The Continued Challenge Posed by Abstract Patents

What is the state of the patent system?  In 2009, scholars framed the question as whether it was failing.  In 2011, the question was whether it was in crisis.  Now, Wired Magazine’s “Patent Fix” series sees experts debating whether it is entirely broken.  Judging by titles alone, we’re losing ground.  The mounting tide of patent research provides more empirical evidence, of course, showing a marked increase in patenting, patent litigation, and litigation-related expense.

One datapoint cited in Wired Magazine’s exchange involves a review of 795 patent suits – all patent suits filed over 70 years, between 1790 and 1860.  (By comparison, our federal courts now see more than that filed each quarter.)

Citing this data culled by economist Zorina Khan, IBM’s Manny Schecter argues that the rate of litigation per patent was actually higher in that era, from which one might deduce that we’re actually less litigious today.  (All other data to the contrary…)  For his part, Techdirt’s Mike Masnick responds that this is a nonsensical metric because it overlooks the current tsunami of patenting that has inundated the USPTO.  It also overlooks the so-called “Rule of 25” — the fact that a large portion of infringement allegations settle long before suit.

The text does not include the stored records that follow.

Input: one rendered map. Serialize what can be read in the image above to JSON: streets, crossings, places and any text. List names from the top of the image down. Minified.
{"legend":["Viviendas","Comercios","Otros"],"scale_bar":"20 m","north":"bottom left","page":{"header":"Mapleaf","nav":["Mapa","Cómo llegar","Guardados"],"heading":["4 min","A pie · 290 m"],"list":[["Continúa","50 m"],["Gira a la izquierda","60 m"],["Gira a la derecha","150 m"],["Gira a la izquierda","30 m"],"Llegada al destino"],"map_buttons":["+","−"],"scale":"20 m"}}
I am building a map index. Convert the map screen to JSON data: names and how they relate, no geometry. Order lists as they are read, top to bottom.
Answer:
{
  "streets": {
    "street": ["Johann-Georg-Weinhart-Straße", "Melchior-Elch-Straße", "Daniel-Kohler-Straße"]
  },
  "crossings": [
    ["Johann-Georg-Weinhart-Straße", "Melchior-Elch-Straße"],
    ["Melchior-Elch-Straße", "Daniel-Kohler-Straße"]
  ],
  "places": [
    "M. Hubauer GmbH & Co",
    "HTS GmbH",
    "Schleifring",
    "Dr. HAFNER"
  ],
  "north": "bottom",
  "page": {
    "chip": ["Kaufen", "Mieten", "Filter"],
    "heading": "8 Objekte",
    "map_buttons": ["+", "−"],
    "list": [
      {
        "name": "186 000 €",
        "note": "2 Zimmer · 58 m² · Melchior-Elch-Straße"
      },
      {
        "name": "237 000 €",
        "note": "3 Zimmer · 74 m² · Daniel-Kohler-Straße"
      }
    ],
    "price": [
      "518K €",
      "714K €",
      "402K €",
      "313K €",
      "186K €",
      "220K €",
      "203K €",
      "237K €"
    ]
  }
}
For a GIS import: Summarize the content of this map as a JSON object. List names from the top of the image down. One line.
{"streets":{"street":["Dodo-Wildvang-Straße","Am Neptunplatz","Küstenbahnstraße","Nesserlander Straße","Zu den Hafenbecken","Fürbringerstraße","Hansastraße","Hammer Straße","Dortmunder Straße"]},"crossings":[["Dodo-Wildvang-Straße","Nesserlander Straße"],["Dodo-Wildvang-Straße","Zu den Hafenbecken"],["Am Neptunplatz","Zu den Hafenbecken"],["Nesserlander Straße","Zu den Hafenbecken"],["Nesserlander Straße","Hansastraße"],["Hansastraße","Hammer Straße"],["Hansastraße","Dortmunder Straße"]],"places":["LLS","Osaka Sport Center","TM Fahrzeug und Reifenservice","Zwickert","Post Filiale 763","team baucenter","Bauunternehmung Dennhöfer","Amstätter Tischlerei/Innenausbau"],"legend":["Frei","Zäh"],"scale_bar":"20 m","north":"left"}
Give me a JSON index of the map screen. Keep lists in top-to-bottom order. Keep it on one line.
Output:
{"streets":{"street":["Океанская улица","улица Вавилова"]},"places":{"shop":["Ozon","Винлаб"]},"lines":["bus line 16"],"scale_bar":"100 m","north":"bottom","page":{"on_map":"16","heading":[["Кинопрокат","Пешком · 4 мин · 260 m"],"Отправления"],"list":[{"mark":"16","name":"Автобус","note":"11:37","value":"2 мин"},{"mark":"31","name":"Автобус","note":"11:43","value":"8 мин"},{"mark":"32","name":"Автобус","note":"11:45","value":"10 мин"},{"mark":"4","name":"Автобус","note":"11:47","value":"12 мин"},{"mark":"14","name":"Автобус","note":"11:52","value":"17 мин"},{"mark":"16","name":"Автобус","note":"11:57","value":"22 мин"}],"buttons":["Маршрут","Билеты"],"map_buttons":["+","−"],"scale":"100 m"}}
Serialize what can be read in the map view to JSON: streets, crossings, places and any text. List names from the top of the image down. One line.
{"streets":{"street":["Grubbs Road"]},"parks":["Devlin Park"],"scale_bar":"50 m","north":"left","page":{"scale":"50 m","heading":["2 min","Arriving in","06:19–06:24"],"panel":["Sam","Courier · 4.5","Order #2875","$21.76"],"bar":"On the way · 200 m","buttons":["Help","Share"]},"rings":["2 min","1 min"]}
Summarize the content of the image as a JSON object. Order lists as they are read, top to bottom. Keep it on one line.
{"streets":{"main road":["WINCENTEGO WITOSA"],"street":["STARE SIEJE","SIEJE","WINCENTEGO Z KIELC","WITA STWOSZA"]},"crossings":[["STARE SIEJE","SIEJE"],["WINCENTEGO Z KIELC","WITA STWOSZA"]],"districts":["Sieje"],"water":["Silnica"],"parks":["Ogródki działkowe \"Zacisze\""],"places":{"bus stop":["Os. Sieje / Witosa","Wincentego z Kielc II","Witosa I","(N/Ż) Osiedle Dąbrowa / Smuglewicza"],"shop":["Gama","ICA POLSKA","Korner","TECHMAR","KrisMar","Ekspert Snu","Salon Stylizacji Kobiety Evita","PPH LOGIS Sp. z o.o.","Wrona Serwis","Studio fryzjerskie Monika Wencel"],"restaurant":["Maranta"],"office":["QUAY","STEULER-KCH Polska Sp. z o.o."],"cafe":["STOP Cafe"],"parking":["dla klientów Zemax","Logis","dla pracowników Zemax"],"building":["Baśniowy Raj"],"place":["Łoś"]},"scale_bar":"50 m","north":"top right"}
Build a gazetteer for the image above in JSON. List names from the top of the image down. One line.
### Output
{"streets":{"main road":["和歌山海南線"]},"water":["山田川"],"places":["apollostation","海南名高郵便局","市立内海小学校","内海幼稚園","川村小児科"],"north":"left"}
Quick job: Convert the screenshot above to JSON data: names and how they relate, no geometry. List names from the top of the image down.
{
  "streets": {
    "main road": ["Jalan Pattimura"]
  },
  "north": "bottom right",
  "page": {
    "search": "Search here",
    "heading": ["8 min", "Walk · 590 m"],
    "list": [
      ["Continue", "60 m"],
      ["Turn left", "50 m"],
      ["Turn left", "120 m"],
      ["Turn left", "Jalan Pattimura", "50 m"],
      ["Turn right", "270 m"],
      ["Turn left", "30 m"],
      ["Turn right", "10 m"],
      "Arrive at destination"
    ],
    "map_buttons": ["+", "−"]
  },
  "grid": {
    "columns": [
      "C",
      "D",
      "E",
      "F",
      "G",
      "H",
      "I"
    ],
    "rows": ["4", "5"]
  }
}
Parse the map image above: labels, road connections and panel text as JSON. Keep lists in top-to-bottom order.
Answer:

The change in the amount of litigation per patent is interesting for another reason: it suggests to us that the nature of litigants has changed.  According to Khan, more than a tenth of the suits in the early nineteenth century involved “great inventions”.  In these cases, typically a relatively prominent inventor sought to prevent many infringers from appropriating one distinctive innovation.  The recognizable, recurring protagonist was the inventor plaintiff, combating a rotating cast of furtive copyists.  Today, however, the narrative is reversed.  Today’s recognizable, recurring protagonists are litigation defendants – Fortune 500 tech companies being sued by a rotating cast of unknown patent assertion entities.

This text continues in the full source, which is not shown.